Stored dataset items
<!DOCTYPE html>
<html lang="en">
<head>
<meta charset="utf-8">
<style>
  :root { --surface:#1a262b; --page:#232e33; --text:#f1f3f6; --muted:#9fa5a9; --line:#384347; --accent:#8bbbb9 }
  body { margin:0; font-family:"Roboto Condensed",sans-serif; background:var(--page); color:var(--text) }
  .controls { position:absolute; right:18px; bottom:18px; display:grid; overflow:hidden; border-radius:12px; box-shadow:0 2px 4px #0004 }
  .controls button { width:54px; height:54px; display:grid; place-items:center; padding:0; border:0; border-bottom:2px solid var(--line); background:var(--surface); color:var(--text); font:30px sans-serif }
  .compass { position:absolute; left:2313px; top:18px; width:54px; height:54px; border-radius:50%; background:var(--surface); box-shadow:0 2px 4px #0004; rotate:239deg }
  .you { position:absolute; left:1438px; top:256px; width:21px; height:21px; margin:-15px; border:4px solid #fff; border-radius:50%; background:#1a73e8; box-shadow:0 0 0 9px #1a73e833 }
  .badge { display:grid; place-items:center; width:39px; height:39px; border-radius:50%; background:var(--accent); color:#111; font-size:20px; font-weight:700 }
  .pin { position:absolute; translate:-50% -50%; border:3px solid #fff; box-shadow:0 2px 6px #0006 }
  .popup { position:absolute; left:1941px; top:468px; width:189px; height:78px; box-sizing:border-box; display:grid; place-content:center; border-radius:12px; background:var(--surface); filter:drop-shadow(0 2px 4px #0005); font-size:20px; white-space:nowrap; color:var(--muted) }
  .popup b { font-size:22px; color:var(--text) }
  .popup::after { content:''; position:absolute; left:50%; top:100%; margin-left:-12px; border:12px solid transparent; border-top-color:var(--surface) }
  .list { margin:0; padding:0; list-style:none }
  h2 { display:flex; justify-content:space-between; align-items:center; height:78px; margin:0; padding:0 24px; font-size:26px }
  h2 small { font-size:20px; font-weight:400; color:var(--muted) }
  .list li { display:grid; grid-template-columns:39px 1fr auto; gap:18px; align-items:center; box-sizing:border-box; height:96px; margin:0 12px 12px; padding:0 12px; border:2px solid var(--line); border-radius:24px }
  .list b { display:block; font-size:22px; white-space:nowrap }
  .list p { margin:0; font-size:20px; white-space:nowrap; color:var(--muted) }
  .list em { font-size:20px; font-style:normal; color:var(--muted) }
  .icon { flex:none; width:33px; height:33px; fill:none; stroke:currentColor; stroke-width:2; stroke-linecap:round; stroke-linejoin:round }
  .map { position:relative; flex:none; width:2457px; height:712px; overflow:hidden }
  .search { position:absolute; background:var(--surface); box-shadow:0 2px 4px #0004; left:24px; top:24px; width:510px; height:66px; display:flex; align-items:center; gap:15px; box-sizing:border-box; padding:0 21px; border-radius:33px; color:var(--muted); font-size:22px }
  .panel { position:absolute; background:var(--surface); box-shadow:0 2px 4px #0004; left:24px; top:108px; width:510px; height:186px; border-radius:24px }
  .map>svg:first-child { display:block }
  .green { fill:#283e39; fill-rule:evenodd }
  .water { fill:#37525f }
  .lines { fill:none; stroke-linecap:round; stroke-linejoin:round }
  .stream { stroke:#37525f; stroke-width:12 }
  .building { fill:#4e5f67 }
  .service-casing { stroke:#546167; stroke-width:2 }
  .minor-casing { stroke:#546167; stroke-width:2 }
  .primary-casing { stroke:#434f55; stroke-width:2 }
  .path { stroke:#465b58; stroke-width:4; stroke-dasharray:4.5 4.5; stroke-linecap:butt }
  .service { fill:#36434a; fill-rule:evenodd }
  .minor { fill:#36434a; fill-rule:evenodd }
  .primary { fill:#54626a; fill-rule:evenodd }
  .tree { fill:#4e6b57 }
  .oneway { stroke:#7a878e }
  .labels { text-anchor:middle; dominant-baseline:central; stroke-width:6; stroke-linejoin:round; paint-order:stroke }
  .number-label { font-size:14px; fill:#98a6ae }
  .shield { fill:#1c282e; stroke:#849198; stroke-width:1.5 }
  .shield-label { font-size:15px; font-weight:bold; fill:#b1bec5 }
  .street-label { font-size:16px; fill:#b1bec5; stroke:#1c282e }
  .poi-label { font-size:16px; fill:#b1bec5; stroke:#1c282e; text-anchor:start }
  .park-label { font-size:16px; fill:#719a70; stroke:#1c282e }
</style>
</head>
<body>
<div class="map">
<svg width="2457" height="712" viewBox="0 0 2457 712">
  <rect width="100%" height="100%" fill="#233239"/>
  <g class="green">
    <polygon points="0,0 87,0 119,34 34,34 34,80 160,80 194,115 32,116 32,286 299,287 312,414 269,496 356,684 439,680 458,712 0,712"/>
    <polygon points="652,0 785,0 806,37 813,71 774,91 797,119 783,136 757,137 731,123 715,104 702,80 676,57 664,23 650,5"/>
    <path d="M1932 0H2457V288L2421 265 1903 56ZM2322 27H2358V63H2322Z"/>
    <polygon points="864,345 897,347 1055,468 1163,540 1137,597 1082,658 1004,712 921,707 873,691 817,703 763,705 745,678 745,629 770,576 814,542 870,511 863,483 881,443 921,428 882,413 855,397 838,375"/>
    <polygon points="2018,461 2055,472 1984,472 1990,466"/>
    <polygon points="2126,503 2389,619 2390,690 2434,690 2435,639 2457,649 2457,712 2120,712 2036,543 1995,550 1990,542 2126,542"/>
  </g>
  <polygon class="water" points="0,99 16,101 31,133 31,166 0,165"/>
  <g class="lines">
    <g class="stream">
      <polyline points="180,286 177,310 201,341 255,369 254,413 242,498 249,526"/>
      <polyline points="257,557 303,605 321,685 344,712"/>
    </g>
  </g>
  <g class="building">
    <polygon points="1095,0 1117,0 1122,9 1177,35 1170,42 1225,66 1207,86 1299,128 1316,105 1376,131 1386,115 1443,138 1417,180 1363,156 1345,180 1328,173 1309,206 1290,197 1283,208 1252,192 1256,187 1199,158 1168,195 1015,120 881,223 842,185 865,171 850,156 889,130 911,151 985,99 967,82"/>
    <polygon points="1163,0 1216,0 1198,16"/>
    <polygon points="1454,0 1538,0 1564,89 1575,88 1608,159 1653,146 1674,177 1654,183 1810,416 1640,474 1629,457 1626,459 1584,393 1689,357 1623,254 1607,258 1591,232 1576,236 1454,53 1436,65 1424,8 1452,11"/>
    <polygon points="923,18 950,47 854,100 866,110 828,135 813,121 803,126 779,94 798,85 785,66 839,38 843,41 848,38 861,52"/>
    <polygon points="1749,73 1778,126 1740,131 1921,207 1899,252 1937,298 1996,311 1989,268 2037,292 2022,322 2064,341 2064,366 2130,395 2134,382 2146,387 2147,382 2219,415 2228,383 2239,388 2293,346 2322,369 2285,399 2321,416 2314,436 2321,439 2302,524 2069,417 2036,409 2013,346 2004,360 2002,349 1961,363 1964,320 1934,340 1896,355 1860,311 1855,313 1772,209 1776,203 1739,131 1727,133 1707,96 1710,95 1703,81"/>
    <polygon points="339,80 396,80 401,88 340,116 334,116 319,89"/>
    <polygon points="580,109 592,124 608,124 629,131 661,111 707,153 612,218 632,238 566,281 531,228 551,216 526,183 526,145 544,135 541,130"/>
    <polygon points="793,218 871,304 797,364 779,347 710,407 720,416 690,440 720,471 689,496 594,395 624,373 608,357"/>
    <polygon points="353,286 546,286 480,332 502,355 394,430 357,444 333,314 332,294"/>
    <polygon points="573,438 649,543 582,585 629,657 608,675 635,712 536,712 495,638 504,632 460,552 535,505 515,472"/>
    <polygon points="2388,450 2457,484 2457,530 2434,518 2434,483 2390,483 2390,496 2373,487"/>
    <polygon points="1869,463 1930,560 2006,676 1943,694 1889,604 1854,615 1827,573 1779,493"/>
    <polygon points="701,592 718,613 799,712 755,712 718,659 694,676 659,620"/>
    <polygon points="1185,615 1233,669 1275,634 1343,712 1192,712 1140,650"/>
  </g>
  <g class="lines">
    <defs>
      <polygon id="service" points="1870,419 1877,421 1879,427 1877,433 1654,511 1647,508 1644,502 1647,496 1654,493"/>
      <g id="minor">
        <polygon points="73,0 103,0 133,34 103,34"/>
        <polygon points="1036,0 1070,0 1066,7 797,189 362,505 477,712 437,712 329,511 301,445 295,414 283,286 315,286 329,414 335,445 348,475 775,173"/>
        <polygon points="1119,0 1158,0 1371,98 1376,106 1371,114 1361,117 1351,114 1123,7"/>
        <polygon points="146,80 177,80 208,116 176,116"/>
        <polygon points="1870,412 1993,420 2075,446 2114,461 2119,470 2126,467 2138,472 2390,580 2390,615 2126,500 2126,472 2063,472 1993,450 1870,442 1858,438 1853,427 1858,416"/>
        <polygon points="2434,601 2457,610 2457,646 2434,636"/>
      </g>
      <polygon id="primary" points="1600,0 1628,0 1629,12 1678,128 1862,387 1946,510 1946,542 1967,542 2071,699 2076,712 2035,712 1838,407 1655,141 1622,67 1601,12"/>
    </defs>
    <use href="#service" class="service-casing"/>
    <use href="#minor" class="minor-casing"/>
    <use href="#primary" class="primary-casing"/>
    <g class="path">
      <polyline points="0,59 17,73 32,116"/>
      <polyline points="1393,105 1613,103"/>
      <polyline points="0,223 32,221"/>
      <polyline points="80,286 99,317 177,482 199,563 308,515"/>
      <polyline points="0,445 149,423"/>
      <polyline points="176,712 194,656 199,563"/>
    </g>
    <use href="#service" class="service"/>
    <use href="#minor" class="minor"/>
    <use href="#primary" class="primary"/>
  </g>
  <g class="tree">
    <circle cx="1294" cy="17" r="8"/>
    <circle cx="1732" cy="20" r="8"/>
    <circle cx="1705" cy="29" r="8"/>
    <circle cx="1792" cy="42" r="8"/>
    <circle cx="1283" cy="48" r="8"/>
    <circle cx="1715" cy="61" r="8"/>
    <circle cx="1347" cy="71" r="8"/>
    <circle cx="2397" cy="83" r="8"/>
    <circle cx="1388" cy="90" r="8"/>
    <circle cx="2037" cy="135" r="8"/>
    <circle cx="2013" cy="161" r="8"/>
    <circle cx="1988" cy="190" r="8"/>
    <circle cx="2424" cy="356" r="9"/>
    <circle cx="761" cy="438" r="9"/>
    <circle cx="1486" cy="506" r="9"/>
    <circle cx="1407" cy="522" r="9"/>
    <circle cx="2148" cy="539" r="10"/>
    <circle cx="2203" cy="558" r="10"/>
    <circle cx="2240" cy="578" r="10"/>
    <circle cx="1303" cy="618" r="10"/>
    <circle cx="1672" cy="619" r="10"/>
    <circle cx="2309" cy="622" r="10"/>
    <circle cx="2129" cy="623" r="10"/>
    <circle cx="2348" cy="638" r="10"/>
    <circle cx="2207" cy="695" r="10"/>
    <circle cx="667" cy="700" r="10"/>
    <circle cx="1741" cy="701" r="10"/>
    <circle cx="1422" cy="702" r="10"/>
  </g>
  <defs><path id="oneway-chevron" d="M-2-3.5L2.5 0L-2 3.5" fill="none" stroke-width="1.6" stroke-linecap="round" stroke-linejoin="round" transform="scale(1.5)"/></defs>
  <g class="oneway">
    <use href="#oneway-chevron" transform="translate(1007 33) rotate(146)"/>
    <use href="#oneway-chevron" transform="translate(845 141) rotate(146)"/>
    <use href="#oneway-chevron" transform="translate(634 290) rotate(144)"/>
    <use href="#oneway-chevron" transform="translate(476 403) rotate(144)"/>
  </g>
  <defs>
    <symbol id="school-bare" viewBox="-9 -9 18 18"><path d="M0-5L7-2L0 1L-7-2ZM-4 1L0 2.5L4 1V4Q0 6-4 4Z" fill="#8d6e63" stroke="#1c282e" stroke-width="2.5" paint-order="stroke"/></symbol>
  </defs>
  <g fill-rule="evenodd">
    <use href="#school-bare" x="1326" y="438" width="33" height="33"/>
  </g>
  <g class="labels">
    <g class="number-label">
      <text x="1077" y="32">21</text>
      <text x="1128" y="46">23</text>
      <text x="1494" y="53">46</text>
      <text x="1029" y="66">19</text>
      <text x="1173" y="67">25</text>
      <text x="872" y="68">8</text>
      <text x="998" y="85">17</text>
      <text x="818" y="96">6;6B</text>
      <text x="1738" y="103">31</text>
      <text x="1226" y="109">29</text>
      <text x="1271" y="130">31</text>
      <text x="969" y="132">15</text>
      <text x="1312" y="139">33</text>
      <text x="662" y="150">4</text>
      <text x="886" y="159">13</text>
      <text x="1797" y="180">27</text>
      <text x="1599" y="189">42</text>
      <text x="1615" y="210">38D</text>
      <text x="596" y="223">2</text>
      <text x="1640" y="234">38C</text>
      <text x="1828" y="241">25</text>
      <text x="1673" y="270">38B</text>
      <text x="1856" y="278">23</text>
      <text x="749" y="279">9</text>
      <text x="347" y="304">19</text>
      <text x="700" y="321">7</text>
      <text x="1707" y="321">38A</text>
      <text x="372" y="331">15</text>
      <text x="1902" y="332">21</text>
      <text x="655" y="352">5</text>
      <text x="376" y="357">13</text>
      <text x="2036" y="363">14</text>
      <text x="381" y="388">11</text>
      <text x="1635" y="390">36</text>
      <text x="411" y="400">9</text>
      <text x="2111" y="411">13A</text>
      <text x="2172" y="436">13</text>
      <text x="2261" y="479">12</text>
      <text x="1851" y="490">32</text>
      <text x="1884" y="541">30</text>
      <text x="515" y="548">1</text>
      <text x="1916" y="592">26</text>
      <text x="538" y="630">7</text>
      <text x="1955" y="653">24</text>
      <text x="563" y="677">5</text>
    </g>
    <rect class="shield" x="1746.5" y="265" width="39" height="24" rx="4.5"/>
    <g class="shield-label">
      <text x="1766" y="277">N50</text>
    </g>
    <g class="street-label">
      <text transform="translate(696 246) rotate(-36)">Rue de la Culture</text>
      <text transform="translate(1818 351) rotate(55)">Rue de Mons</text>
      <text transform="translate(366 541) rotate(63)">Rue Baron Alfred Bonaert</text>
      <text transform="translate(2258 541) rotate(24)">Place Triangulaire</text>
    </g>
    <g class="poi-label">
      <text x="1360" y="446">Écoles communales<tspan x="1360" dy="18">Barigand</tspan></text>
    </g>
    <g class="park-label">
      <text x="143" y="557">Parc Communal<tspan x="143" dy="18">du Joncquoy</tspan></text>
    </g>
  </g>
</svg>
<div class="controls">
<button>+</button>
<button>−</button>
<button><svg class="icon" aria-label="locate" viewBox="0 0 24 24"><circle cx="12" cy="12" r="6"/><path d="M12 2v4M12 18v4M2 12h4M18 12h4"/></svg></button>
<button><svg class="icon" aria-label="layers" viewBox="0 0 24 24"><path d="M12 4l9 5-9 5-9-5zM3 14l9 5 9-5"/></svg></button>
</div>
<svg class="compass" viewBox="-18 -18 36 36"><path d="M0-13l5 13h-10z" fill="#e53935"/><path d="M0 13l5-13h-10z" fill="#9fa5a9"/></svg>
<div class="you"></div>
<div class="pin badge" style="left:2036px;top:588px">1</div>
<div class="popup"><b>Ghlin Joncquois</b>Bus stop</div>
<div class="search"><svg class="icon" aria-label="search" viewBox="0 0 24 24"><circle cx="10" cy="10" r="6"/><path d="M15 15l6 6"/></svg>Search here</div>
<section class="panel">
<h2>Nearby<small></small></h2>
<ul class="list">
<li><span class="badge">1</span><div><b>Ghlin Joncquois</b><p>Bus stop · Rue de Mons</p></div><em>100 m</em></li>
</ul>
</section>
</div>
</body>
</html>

• [Exercise goal]:
Using the records above, set down exactly the lines from the one with "position:absolute; translate:-50% -50%;" through the one with "margin:0; padding:0; list-style:none", inclusive, and nothing more.

• [Your response]:
  .pin { position:absolute; translate:-50% -50%; border:3px solid #fff; box-shadow:0 2px 6px #0006 }
  .popup { position:absolute; left:1941px; top:468px; width:189px; height:78px; box-sizing:border-box; display:grid; place-content:center; border-radius:12px; background:var(--surface); filter:drop-shadow(0 2px 4px #0005); font-size:20px; white-space:nowrap; color:var(--muted) }
  .popup b { font-size:22px; color:var(--text) }
  .popup::after { content:''; position:absolute; left:50%; top:100%; margin-left:-12px; border:12px solid transparent; border-top-color:var(--surface) }
  .list { margin:0; padding:0; list-style:none }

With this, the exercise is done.